In 2013, NetRush opened a processing facility in Kentucky, now with 45 employees, just a few miles from a center where Amazon fulfills orders. The center houses the products that their retail customers sell. NetRush fills orders by delivering its products to the nearby Amazon center where they’re shipped to customers with no shipping costs for Amazon Prime customers.

Gonsalves and Marantette enlisted the help of software developer in India when they first launched NetRush. Their first local hire was Kim Nies, who answered a Craigslist ad and worked from the founders’ homes when she first started.
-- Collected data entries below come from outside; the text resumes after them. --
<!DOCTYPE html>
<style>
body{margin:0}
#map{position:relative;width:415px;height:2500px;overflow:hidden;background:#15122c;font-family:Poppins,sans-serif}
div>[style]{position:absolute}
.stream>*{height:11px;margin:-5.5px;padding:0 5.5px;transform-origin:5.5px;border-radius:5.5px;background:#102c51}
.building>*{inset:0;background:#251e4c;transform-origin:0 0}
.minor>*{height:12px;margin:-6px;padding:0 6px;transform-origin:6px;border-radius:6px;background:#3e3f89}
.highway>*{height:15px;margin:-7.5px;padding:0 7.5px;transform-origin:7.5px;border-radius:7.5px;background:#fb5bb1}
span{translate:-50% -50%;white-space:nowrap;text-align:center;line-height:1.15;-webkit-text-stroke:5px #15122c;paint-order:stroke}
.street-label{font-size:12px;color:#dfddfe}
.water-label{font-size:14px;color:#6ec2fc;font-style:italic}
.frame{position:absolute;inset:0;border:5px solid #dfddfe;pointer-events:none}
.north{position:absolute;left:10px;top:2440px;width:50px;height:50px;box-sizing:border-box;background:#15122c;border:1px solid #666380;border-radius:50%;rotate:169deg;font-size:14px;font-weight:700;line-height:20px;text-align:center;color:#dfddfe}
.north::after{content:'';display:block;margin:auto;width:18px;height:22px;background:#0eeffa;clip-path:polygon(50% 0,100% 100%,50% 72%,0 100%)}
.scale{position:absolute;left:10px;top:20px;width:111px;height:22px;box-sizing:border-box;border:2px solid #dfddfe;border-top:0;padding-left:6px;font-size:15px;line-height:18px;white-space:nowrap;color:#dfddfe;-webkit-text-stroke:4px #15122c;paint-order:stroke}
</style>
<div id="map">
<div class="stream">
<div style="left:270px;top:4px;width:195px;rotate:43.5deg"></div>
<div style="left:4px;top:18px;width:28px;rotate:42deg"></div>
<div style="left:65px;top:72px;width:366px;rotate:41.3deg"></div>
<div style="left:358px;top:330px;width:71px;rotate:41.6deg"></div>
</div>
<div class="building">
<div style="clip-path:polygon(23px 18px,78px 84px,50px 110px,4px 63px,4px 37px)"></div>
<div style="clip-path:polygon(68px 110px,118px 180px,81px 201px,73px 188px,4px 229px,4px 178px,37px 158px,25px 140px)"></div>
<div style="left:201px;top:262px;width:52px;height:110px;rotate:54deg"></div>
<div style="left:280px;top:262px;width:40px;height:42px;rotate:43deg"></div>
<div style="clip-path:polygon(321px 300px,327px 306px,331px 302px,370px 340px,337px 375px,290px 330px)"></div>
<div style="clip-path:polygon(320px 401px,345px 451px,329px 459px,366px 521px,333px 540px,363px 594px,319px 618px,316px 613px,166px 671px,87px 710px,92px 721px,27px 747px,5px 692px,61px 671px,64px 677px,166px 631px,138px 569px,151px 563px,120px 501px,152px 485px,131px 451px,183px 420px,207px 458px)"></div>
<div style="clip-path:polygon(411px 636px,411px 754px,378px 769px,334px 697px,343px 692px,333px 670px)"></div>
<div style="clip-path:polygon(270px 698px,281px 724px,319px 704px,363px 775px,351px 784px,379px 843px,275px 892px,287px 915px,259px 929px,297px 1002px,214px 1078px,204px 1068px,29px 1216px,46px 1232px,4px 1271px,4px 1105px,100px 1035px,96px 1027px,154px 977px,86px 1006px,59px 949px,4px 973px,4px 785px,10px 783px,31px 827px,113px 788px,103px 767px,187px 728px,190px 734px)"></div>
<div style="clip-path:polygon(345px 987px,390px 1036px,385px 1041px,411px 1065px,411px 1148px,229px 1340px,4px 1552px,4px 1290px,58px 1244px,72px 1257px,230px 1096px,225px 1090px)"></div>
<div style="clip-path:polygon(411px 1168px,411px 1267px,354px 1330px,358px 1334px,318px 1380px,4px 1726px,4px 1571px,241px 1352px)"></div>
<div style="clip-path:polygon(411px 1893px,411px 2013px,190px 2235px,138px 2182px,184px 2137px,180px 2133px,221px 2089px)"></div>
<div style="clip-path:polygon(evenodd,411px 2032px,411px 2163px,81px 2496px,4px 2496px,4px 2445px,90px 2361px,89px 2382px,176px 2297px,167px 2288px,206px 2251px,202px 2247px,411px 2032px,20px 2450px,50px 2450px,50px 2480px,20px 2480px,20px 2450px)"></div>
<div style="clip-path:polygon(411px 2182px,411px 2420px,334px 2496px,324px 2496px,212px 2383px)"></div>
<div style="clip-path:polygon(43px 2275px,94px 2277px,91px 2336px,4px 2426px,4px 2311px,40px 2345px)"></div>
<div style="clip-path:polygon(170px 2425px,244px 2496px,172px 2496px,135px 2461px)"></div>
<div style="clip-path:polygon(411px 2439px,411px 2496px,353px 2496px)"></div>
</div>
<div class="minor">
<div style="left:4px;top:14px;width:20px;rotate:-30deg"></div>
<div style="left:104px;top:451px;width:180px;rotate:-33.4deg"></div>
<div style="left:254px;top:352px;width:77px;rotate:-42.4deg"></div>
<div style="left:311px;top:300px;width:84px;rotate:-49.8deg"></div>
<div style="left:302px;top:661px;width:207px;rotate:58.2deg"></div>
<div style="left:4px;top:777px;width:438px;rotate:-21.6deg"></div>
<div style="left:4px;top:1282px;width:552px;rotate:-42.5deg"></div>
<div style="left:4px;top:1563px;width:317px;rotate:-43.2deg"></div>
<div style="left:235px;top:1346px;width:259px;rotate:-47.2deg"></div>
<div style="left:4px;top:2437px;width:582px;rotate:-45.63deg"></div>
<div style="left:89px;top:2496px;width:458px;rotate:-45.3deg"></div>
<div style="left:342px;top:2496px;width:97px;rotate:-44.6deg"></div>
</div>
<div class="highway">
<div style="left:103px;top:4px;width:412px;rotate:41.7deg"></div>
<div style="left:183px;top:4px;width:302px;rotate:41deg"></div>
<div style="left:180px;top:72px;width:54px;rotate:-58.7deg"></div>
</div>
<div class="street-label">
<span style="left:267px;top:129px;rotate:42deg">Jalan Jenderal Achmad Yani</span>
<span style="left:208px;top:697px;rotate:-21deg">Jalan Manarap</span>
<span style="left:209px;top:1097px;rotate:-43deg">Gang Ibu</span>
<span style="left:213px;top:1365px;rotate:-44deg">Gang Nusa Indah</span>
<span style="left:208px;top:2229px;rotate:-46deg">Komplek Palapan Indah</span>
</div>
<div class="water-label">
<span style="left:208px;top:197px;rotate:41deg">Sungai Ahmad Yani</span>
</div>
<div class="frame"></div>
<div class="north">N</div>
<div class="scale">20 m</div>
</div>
“I felt that I could make a difference at such a small company, and that feels good,” she said.

She’s had a front-row seat to rapid expansion of Gonsalves and Marantette’s company.

“They have been very imaginative in identifying the needs on Amazon and fulfilling those,” she said.

Gonsalves and Marantette said they are looking to further expand by pursuing global sales.

The office they moved into late last year, with its open-floor plan, natural wood desks and red accents, will accommodate 72. It feels a little quiet and empty now, but judging from the company’s recent rapid growth and the explosion of e-commerce, the empty desks should fill quickly.